Abstract
We have carried out laboratory and clinical studies of cefuzonam. The results were summarized as follows:
The effectiveness of cefuzonam was estimated by a plate dilution method on 26 strains each of S. aureus, E. coli, K. pneumoniae, Salmonella spp. and P. aeruginosa and 27 strains of S.marcescens isolated from patients. The distribution of MIC's of cefuzonam against S. aureus was 0.39-1.56 μg/ml and the peak of the distribution was 0.39 μg/ml. Strains of 96.2% of E. coli and Salmonella spp. were inhibited at cefuzonam concentrations less than 0.39 μg/ml. Strains of 92.3% of K. pneumoniae were inhibited at drug concentrations less than 0.20 μg/ml. The distribution of MIC's of cefuzonam against S. marcescens was ≤0.025-12.5 μg/ml and the peak of the distribution was 0.2 μg/ml and 1.56 μg/ml. MIC's against P. aeruginosa was 12.5->100 μg/ml. Cefuzonam was given by 5-minute intravenous administration to 4 children and 1-hour drip infusion to 1 child at a single dose of 20 mg/kg. After the intravenous administration, mean serum levels of cefuzonam were 30.8±4.55 μg/ml at 30 minutes, 13.8± 1.83 μg/ml at 1 hour, 0.4±0.159 μg/ml at 6 hours.

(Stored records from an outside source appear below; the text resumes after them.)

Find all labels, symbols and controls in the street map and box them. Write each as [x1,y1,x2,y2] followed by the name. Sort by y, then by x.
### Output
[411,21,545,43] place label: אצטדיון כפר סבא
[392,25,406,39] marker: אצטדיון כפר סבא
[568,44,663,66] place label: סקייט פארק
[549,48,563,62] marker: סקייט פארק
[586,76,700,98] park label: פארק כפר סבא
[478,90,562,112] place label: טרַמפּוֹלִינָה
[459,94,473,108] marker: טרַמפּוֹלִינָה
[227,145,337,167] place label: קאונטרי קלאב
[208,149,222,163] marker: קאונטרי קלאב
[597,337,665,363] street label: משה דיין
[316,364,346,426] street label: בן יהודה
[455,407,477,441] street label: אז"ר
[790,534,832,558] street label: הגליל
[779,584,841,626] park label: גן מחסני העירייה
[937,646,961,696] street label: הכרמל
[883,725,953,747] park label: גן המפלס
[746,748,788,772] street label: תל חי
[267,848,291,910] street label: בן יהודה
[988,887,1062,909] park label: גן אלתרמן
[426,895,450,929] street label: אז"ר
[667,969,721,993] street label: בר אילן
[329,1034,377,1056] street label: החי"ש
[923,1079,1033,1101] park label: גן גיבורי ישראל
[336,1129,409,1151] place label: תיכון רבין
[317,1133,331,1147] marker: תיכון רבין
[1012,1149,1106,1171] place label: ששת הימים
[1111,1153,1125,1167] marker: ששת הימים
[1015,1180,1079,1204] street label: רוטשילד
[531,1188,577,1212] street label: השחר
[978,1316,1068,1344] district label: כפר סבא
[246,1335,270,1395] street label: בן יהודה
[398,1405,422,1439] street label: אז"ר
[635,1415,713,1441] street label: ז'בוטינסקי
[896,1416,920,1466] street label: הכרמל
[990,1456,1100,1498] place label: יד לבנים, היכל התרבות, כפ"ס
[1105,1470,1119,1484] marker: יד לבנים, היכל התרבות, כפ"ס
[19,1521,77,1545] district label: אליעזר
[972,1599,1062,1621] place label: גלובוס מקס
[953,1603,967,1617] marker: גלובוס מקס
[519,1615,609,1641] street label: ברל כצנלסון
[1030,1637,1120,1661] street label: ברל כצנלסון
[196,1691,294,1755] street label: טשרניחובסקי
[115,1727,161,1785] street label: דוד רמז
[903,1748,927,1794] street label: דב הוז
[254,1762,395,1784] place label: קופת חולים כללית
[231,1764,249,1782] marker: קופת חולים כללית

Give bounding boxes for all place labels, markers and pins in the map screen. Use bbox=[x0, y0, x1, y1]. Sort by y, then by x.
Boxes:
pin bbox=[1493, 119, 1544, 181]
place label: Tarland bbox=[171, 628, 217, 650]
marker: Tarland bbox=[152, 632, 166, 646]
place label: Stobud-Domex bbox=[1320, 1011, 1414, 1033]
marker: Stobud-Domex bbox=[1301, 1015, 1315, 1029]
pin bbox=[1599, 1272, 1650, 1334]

The half-life was 1.12±0.198 hours. After the drip infusion, the serum levels of the drug were 38.7 μg/ml at 1 hour, 5.25 μg/ml at 2 hours and 0.087 μg/ml at 7 hours. The half-life was 0.93 hour.
The mean urinary excretion rate was 58.1% and 33.4% up to 6 hours after the intravenous administration and the drip infusion, respectively.
Cefuzonam was effective in 4 out of 5 cases with bacterial infections.
No side effect due to the drug was observed in any case.